Iraq Leader Says Kurds Aiding Sunni Extremists

By Maria Abi-Habib & Joe Parkinson / Wall Street Journal – 10-7-2014 – BAGHDAD—Iraq’s leader accused the country’s Kurds of letting radical Islamist militants use their regional capital of Erbil as an operations center, an allegation Kurdish officials dismissed, as evidence of another sectarian massacre emerged.

Iraqi Prime Minister Nouri al-Maliki’s allegation came after the semiautonomous Kurdish region in Iraq, which is pressing for independence, capitalized on a Sunni extremist assault by seizing territory for themselves, including the oil-rich city of Kirkuk. Then last week, Kurdistan President Massoud Barzani asked the region’s parliament to hold a referendum on independence.

The moves have sparked an outcry from Baghdad, as well as Washington, which both fear the country will be partitioned along both sectarian lines—by the Sunni Arab extremists—and along ethnic lines by the Kurds.

The extremist group, which calls itself the Islamic State, and formerly as Islamic State of Iraq and al-Sham, has garnered the support from some Sunni tribal leaders as well as members of the Baath Party—the ruling party under Saddam Hussein’s Sunni dictatorship.

“Frankly, we can’t accept that Erbil becomes an operations center for the Islamic State, Baathists, al Qaeda and terrorists,” Mr. Maliki said during a national address on Wednesday, without providing evidence to support his allegation. “We can’t consent to any moves that seek to benefit from the [current] situation,” he added, referring to Mr. Barzani’s calls for independence.

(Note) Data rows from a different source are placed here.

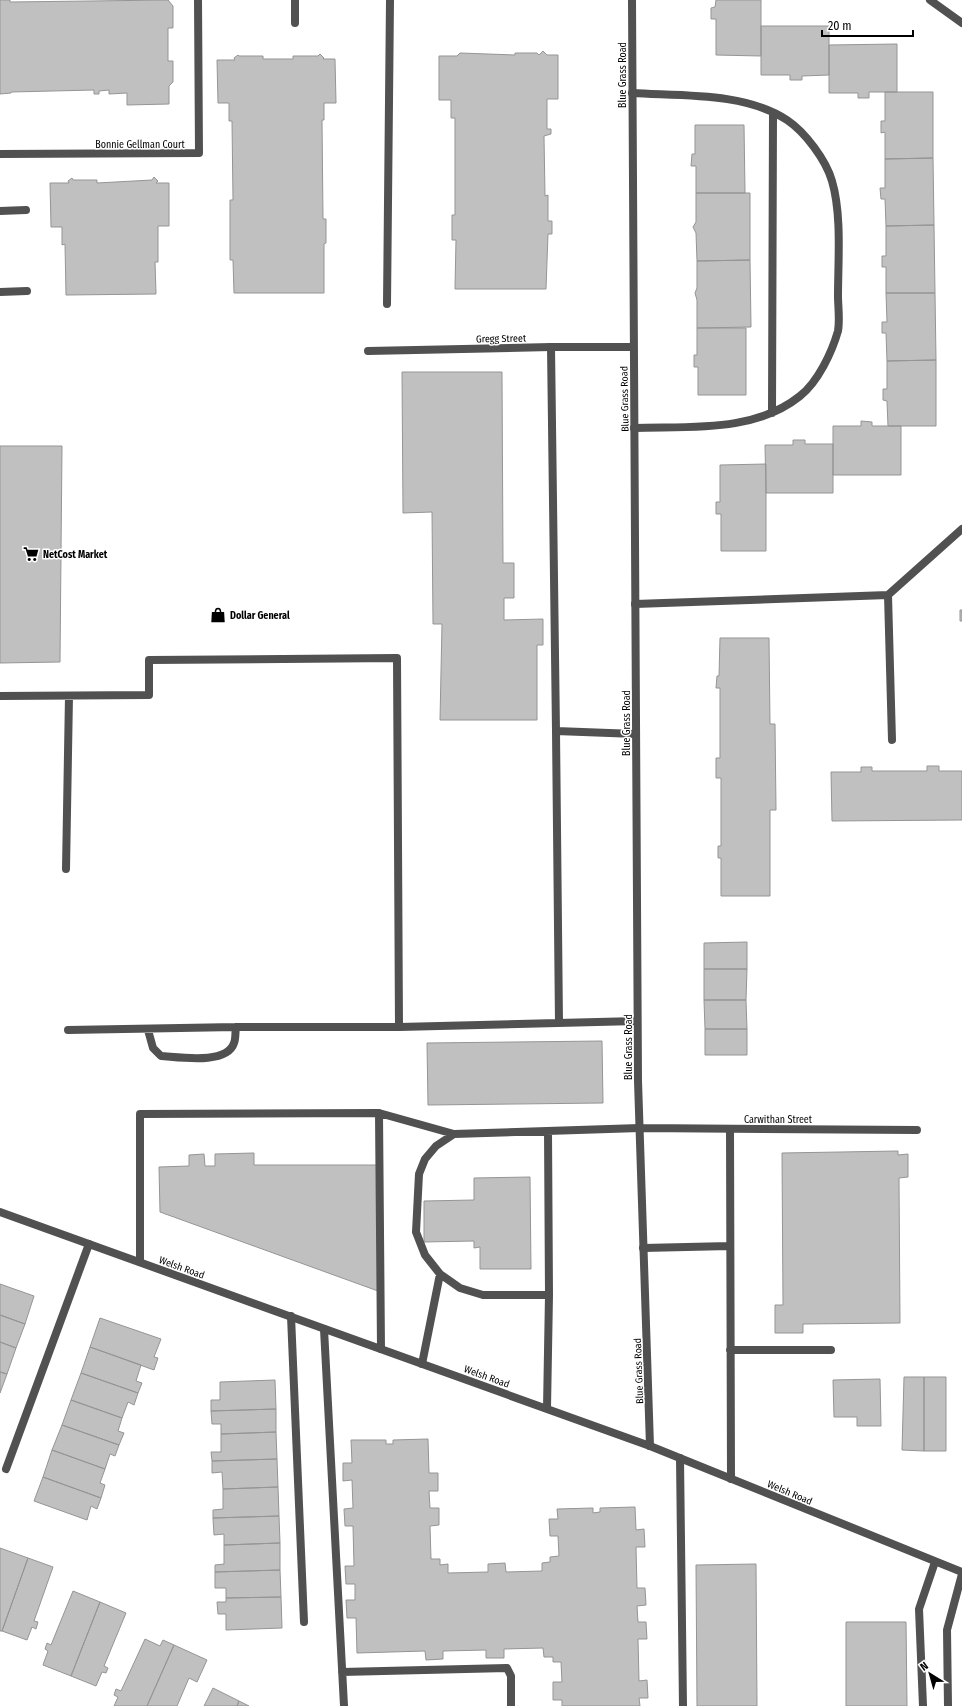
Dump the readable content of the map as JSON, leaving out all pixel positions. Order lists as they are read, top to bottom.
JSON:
{
  "streets": {
    "street": [
      "Blue Grass Road",
      "Bonnie Gellman Court",
      "Gregg Street",
      "Carwithan Street",
      "Welsh Road"
    ]
  },
  "crossings": [
    ["Blue Grass Road", "Gregg Street"],
    ["Blue Grass Road", "Carwithan Street"],
    ["Blue Grass Road", "Welsh Road"]
  ],
  "places": {
    "supermarket": ["NetCost Market"],
    "shop": ["Dollar General"]
  },
  "scale_bar": "20 m",
  "north": "top left"
}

In Erbil, senior Kurdish officials rejected Mr. Maliki’s allegation. They urged Mr. Maliki to focus on reclaiming territory captured by Islamic State rather than scapegoating Kurds and point out that Kurdish pesherga forces have fought Islamic State in recent weeks, a scenario they say undermines Mr. Maliki’s claim.

“Is it not better for the prime minister to liberate the captured provinces rather than alleging we are plotting against Baghdad?” the foreign minister for the Kurdish Regional Government, Fallah Mustafa, said in an interview. “We can’t consider all the Sunnis as terrorists. We have lived under the tyranny of the Baathists he is accusing us of harboring.”

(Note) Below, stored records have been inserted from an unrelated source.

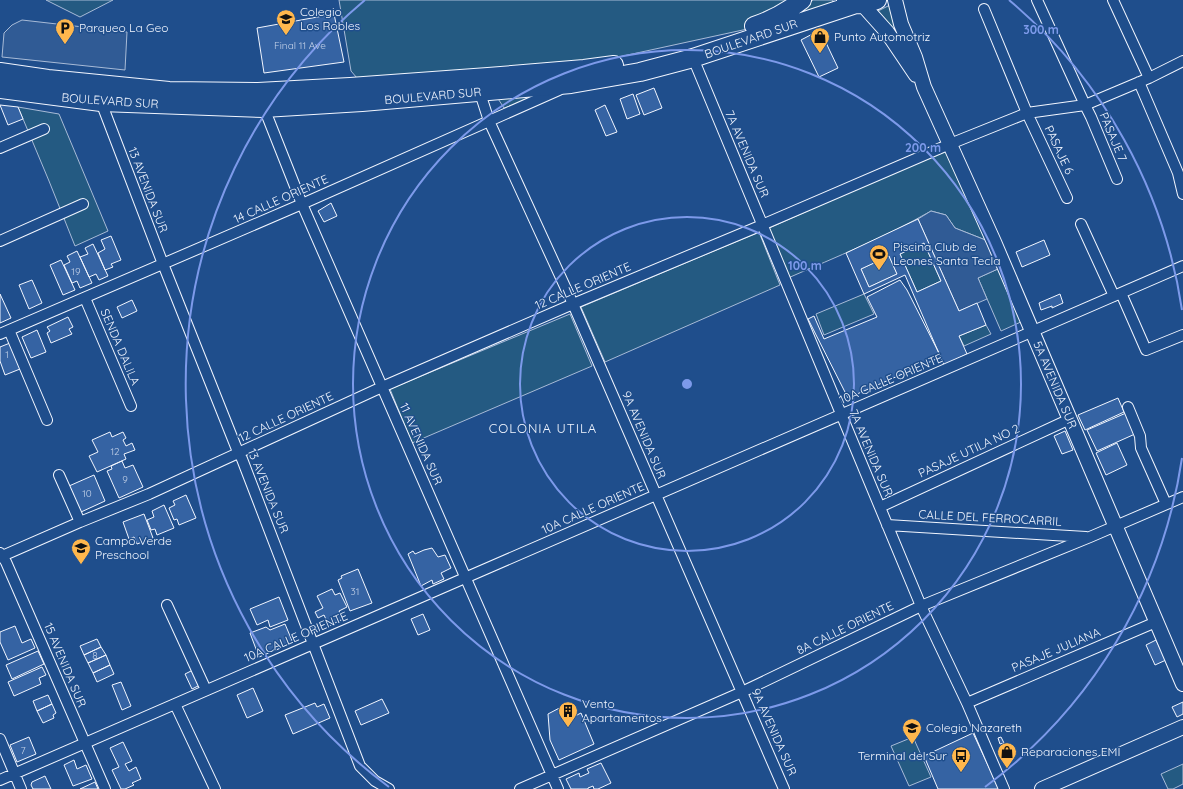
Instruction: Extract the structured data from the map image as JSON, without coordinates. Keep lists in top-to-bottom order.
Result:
{
  "streets": {
    "highway": ["BOULEVARD SUR"],
    "street": [
      "PASAJE 7",
      "PASAJE 6",
      "7A AVENIDA SUR",
      "13 AVENIDA SUR",
      "14 CALLE ORIENTE",
      "12 CALLE ORIENTE",
      "SENDA DALILA",
      "10A CALLE ORIENTE",
      "5A AVENIDA SUR",
      "9A AVENIDA SUR",
      "11 AVENIDA SUR",
      "PASAJE UTILA NO 2",
      "CALLE DEL FERROCARRIL",
      "8A CALLE ORIENTE",
      "PASAJE JULIANA",
      "15 AVENIDA SUR"
    ]
  },
  "crossings": [
    ["BOULEVARD SUR", "7A AVENIDA SUR"],
    ["BOULEVARD SUR", "13 AVENIDA SUR"],
    ["BOULEVARD SUR", "14 CALLE ORIENTE"],
    ["BOULEVARD SUR", "5A AVENIDA SUR"],
    ["BOULEVARD SUR", "9A AVENIDA SUR"],
    ["BOULEVARD SUR", "11 AVENIDA SUR"],
    ["PASAJE 7", "12 CALLE ORIENTE"],
    ["PASAJE 6", "12 CALLE ORIENTE"],
    ["7A AVENIDA SUR", "12 CALLE ORIENTE"],
    ["7A AVENIDA SUR", "10A CALLE ORIENTE"],
    ["7A AVENIDA SUR", "PASAJE UTILA NO 2"],
    ["7A AVENIDA SUR", "CALLE DEL FERROCARRIL"],
    ["7A AVENIDA SUR", "8A CALLE ORIENTE"],
    ["7A AVENIDA SUR", "PASAJE JULIANA"],
    ["13 AVENIDA SUR", "14 CALLE ORIENTE"],
    ["13 AVENIDA SUR", "12 CALLE ORIENTE"],
    ["13 AVENIDA SUR", "10A CALLE ORIENTE"],
    ["14 CALLE ORIENTE", "SENDA DALILA"],
    ["14 CALLE ORIENTE", "9A AVENIDA SUR"],
    ["14 CALLE ORIENTE", "11 AVENIDA SUR"],
    ["12 CALLE ORIENTE", "5A AVENIDA SUR"],
    ["12 CALLE ORIENTE", "9A AVENIDA SUR"],
    ["12 CALLE ORIENTE", "11 AVENIDA SUR"],
    ["12 CALLE ORIENTE", "15 AVENIDA SUR"],
    ["10A CALLE ORIENTE", "5A AVENIDA SUR"],
    ["10A CALLE ORIENTE", "9A AVENIDA SUR"],
    ["10A CALLE ORIENTE", "11 AVENIDA SUR"],
    ["10A CALLE ORIENTE", "15 AVENIDA SUR"],
    ["5A AVENIDA SUR", "PASAJE UTILA NO 2"],
    ["5A AVENIDA SUR", "8A CALLE ORIENTE"],
    ["5A AVENIDA SUR", "PASAJE JULIANA"],
    ["9A AVENIDA SUR", "8A CALLE ORIENTE"],
    ["11 AVENIDA SUR", "8A CALLE ORIENTE"],
    ["CALLE DEL FERROCARRIL", "8A CALLE ORIENTE"]
  ],
  "districts": ["COLONIA UTILA"],
  "places": {
    "school or university": ["Colegio Los Robles", "Campo Verde Preschool", "Colegio Nazareth"],
    "parking": ["Parqueo La Geo"],
    "shop": ["Punto Automotriz", "Reparaciones EMI"],
    "sports": ["Piscina Club de Leones Santa Tecla"],
    "building": ["Vento Apartamentos"],
    "bus stop": ["Terminal del Sur"]
  },
  "house_numbers": [
    "Final 11 Ave",
    "19",
    "1",
    "12",
    "9",
    "10",
    "31",
    "8",
    "7"
  ],
  "rings": ["300 m", "200 m", "100 m"]
}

The barbed exchange underscores the depths to which Baghdad’s relationship with Erbil has deteriorated during the insurgency. Long at loggerheads over the distribution of oil revenue and the degree of Kurdish autonomy, Mr. Maliki has in recent weeks accused Kurdish President Barzani of exploiting the security crisis to push for statehood.

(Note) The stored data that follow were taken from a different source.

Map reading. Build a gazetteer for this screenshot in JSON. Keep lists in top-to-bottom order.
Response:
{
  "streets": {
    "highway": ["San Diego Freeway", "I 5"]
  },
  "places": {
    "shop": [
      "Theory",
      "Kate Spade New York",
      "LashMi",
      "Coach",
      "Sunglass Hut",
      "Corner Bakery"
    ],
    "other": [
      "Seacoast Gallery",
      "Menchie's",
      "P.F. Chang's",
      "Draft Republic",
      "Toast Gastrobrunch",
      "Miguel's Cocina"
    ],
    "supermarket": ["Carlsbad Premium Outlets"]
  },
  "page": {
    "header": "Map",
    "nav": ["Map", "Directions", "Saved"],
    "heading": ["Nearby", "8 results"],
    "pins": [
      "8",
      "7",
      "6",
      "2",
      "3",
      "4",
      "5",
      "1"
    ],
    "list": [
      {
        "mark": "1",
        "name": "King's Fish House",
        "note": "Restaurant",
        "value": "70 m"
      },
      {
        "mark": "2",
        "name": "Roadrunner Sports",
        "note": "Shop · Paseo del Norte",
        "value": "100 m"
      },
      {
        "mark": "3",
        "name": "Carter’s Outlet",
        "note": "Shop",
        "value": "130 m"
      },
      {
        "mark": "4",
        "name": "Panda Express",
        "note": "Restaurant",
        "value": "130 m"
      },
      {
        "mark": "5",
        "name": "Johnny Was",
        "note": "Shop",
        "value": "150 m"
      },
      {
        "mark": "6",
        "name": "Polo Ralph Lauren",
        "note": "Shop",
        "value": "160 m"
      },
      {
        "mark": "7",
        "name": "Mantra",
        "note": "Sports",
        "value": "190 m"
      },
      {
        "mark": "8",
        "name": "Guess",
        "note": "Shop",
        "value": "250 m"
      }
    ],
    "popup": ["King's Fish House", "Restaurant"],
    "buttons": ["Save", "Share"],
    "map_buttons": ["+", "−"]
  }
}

Many Sunnis who fled the mostly Sunni northern city of Mosul during the militants’ offensive have ended up in Erbil. A number of Sunni sheiks and political heavyweights have converged on Erbil, holding court in its grand hotel lobbies, as they discuss how to replace Mr. Maliki’s government with one they hope would be more inclusive. But these people, the Kurdish officials say, are far from Islamist militants.

The U.S. has repeatedly voiced it opposition to Kurdish independence. The White House said Vice President Joe Biden spoke on Wednesday to Mr. Barzani, who agreed on the need to accelerate the process of forming a central government in Baghdad.

But Sunni political leaders are increasingly supporting Kurdish calls for partition and say the current uprising is in response to the policies of the Shiite-dominated government of Mr. Maliki, which they say marginalizes Iraq’s Sunni minority.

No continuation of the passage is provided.